Sur le marché de l’Euro en Algérie, la persistance d’un écart massif entre le marché officiel et le marché noir des devises continue de mettre en lumière les déséquilibres structurels du système de change algérien.
Le marché parallèle des devises en Algérie a entamé le mois de février sur une phase de stabilité apparente, mais à des niveaux historiquement élevés, confirmant l’enracinement du marché noir dans le fonctionnement quotidien de l’économie. Ce lundi 2 février, l’euro poursuivait son échange bien au-delà du seuil des 280 dinars algériens au Square Port-Saïd d’Alger, principal baromètre informel du change dans le pays.
Selon les cotations observées sur ce marché, l’euro s’échange à 282,50 dinars à l’achat et 278,50 dinars à la vente, soit 28 250 dinars pour 100 euros côté acheteur. Cette stabilité à un sommet inédit reflète une demande soutenue pour la devise européenne, alimentée par les besoins liés aux voyages, aux transferts de fonds et aux importations, dans un contexte de restrictions persistantes de l’accès légal aux devises.

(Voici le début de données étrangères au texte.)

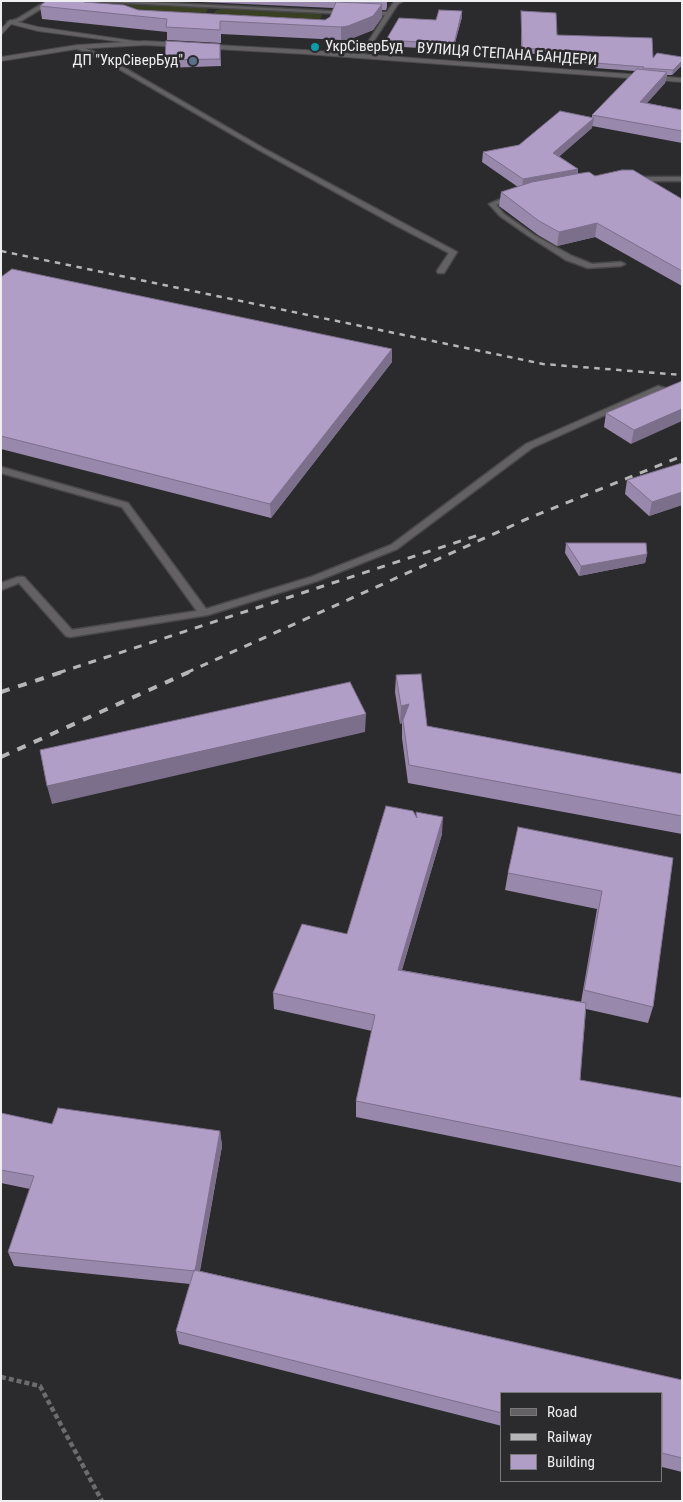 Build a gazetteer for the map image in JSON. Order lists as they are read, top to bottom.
{
  "streets": {
    "street": ["ВУЛИЦЯ СТЕПАНА БАНДЕРИ"]
  },
  "places": ["УкрСіверБуд", "ДП \"УкрСіверБуд\""],
  "legend": ["Road", "Railway", "Building"]
} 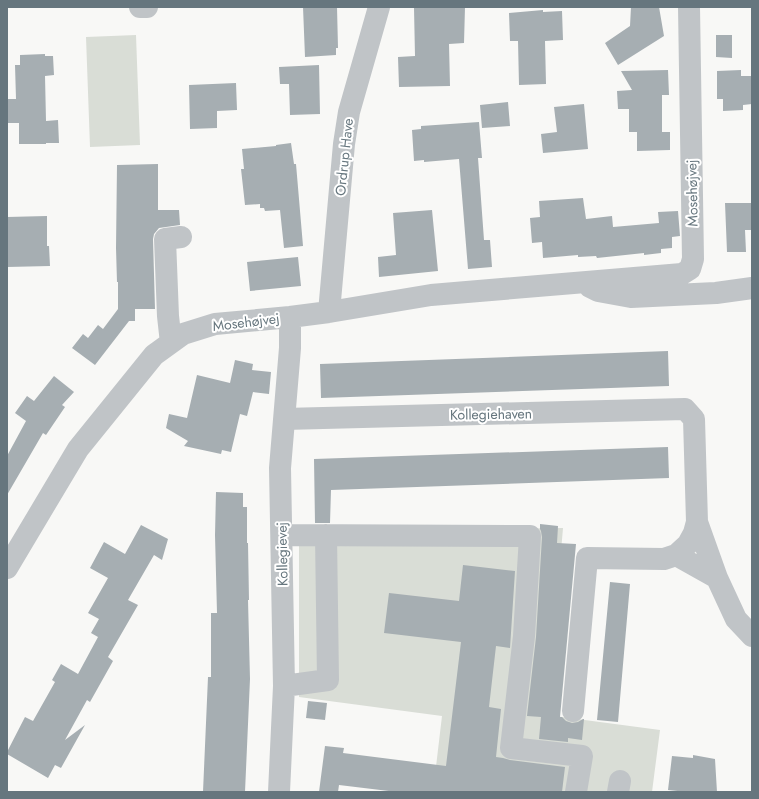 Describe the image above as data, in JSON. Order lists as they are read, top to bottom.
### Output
{
  "streets": {
    "street": [
      "Ordrup Have",
      "Mosehøjvej",
      "Kollegiehaven",
      "Kollegievej"
    ]
  },
  "crossings": [
    ["Ordrup Have", "Mosehøjvej"],
    ["Mosehøjvej", "Kollegievej"],
    ["Kollegiehaven", "Kollegievej"]
  ]
}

En parallèle, le contraste avec le marché officiel reste saisissant. Encadré par la Banque d’Algérie, le taux officiel affiche 15 360 dinars pour 100 euros, soit un différentiel de près du simple au double avec le marché informel. Cet écart structurel, loin de se résorber, illustre l’incapacité du système de change administré à capter la demande réelle de devises et à assécher les circuits parallèles.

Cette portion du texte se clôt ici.